Systemic Evil and why bad things happen to good people?
Good question. This guy thought he could answer that? Meg was slightly disappointed, maybe because she knew that this class was going to mean actually giving some hard core thought to a subject she already had to think way too hard about for way too long. 
Doug announced that soon, they would be heading to the university chapel to have a welcome address and opening prayers. Meg started counting the minutes when she would turn back into the real Meg, which at that moment, she was scared to show. But the process had already begun.
Georgia humidity had already forced her to shower so her straighted hair was back to a mess of crazy corkscrews, which she hated. David came up behind her and reached his hand around the back of her neck. He floated his soft fingers into Meg's hair. She tried not to move, fearing he would stop, fearing someone would see.
“I like it better curly,” he said barely above a whisper.
She couldn't be sure what her face looked like, and she closed her eyes, but Meg was sure that her heart and her intestines and legs were all smiling, every inside part of her was smiling. No boy (other than Dad, who really didn't count) No boy ever had ever liked her hair better curly. Never. For him, at that moment, Meg wished it all back, all that hair she could almost sit on. Even with the new freedom she felt, (Meg felt ten pounds lighter) she wanted it back for him, only so that there would be more of her for him to touch.

 copyright 2004
Ryann L. Ferguson


  1. "And David smelled like the nights in that bed."...eep! Perfection. Post more excerpts soon!
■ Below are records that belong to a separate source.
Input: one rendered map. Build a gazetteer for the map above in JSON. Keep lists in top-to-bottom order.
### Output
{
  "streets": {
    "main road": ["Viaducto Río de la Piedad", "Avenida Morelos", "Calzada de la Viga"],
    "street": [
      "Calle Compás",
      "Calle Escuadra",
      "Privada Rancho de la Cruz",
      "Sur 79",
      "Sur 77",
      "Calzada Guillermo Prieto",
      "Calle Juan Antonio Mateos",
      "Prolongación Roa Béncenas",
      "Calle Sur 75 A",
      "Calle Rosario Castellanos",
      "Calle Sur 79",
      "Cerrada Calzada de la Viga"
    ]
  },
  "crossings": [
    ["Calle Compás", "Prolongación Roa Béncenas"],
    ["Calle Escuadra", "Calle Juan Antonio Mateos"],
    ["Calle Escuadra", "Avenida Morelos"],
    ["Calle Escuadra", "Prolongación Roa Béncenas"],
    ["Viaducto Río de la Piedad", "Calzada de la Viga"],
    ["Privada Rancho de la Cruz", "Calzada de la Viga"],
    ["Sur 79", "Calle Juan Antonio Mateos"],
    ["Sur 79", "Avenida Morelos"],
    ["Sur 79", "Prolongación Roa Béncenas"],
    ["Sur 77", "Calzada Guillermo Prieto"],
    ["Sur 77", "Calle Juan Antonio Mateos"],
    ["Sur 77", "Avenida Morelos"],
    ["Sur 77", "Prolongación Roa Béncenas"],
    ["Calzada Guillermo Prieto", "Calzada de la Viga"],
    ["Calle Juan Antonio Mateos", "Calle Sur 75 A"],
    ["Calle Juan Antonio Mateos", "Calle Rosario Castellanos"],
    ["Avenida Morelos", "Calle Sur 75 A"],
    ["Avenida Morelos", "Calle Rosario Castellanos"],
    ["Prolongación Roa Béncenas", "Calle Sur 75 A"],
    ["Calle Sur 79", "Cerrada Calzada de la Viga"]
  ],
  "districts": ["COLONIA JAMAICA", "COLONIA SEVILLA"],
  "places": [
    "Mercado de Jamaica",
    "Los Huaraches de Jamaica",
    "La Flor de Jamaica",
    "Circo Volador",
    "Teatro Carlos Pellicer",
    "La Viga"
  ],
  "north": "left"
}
    I have so enjoyed reading your writing today. For what it's worth (and I know nothing about anything), I vote for a new novel in Scotland. Fresh start.

  2. Love it!!! I say finish this one up...and start a new one.

  3. McC!! Thank you so much for reading so much of my writing today! You are a true gem & I'm glad the malicious vice grip of grad school has eases up on you so you yourself can get back to your delightful blog. I heart you!

  4. I am so glad to finally be reading this. MORE please.


Why Stop Now?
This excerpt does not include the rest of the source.